■ Exercise instructions
Which lines of the data contain the string "function"? Copy every one.
+ + + + +
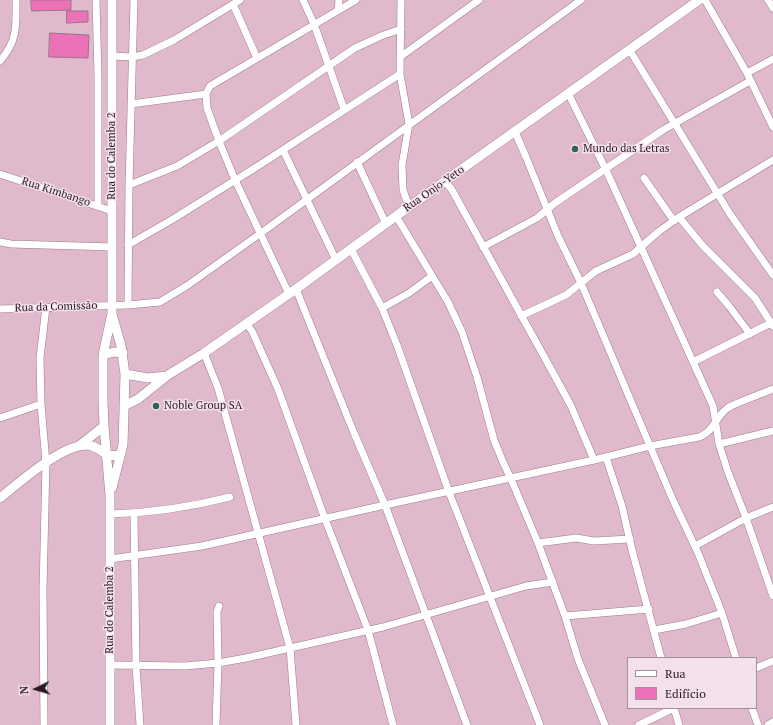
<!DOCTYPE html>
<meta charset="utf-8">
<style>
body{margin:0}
#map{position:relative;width:773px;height:725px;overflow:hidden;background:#e0b9cc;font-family:"PT Serif",serif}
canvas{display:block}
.legend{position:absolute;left:627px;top:657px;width:130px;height:52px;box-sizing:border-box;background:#f4e0ea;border:1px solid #a2919a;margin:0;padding:5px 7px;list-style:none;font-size:12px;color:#281a21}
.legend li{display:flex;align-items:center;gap:8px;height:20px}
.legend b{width:20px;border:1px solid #a2919a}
.north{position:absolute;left:16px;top:669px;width:40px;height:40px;-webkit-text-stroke:3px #f4e0ea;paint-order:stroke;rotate:265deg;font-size:11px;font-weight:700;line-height:16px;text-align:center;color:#281a21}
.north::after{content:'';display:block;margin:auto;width:14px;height:18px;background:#281a21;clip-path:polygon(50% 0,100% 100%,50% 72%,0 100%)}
</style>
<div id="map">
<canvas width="773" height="725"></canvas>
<ul class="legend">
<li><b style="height:5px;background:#fff"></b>Rua</li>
<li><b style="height:11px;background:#eb72b6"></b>Edifício</li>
</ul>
<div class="north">N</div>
</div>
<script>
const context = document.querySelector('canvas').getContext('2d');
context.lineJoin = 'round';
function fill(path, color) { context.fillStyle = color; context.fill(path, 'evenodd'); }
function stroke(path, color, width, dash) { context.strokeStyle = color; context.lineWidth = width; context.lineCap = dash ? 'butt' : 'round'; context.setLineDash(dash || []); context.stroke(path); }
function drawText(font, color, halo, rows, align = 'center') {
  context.font = font + ' "PT Serif",serif'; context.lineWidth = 3; context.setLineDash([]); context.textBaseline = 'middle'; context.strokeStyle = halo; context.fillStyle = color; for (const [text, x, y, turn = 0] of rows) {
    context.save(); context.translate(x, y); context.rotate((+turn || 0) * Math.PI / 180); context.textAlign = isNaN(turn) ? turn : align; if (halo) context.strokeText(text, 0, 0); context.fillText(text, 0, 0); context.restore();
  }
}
const building = new Path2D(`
 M31,0H71V10L32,11Z
 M67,11H88V22L67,23Z
 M50,33L89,35L88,58L49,57Z`);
fill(building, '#eb72b6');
stroke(building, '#987586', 1);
const minor = new Path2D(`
 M96,0L98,77V206
 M303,0L314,24L344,109
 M401,0L400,74L409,124L402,165L403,190L409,207
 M705,0L747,73L773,127
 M768,0L773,8
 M233,4L257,58
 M338,10L339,0
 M629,49L730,214L773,275
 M112,56L132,57L143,55L174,40L240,0
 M400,57L479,0
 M0,61C18,40 16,26 16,0
 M747,73L773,59
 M568,93L606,170L713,406L719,444L728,472L746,518L773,596
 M131,104L206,94
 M515,132L526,157L558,236L581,283L672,498L698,553L722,613L736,658
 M283,150L336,260
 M357,162L386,224
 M0,174L112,211
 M644,178L674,221
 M445,181L452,190L557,380L571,406L594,460
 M129,185L177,166L219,141L355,48L381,36L401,29
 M396,216L448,302L462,332L477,377L494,440L503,462L511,479L538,543L565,616L578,659L605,725
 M679,217L703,246L755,298L773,326
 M0,242L11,244L112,247
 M128,245L173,219L258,166L400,74
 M483,247L537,218L555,203L663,130L750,81
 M351,249L382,308L397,345L449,492L540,725
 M296,289L354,433L385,505L467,725
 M717,292L729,306L750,334
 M289,294L235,180L219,141L207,108L206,94L210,86L356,0
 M128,305L129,185L134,0
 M382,308L409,293L432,276
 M0,309L128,305L160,302L188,285L261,233L581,0
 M521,316L566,295L596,271L633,254L658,232L679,217L773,160
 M246,323L252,331L278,389L325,519L368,630L393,725
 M204,353L218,388L290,648L296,725
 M693,362L773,322
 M0,418L41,404
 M719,444L773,431
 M606,457L622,506L632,550L661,658
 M134,513L136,666L140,725
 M110,514C151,513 191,507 230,497
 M538,543L576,538L594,541L630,539
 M695,546L746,518L773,507
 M110,559L202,546L385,505L594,460L650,446L699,437C714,432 716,415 729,407C743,400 759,395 773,389
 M565,616L649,609
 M654,630L686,624L722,613
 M110,665L185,666L218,663L246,658L383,627L526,586L553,582
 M756,668L773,661
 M752,708L758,725
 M44,725L43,590L46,463L41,404L40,358L46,307
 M216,725L218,663L217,612L219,606
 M639,725L674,708L679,725
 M768,725L773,722`);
const secondary = new Path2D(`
 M103,355L114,352L123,353
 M125,374L148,378L166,376
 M124,406L138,399L168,375L204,353L296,289L396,216L699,0
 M79,446L104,426
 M112,488L123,445L125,374L121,346L112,314
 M0,498C20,482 61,445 87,445C102,446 104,460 121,454
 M110,725V495L104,426L103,402V355L112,313V0`);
stroke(minor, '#9d7a8b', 8);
stroke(secondary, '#9d7a8b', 10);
stroke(minor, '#fff', 7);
stroke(secondary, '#fff', 9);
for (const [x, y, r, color] of [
 [575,149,4,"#2a6650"],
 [156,406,4,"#2a6650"]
]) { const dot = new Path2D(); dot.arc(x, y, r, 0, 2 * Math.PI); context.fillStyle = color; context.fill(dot); stroke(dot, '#f4e0ea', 1.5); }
drawText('11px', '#281a21', '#f4e0ea', [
 ["Mundo das Letras",583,149],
 ["Noble Group SA",164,406]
], 'left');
drawText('11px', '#281a21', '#f4e0ea', [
 ["Rua do Calemba 2",112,156,-90],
 ["Rua Onjo-Yeto",434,189,-35],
 ["Rua Kimbango",56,192,18],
 ["Rua da Comissão",56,307,-2],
 ["Rua do Calemba 2",110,610,-90]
]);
</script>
+ + + + +
■ Answer to the exercise
function fill(path, color) { context.fillStyle = color; context.fill(path, 'evenodd'); }
function stroke(path, color, width, dash) { context.strokeStyle = color; context.lineWidth = width; context.lineCap = dash ? 'butt' : 'round'; context.setLineDash(dash || []); context.stroke(path); }
function drawText(font, color, halo, rows, align = 'center') {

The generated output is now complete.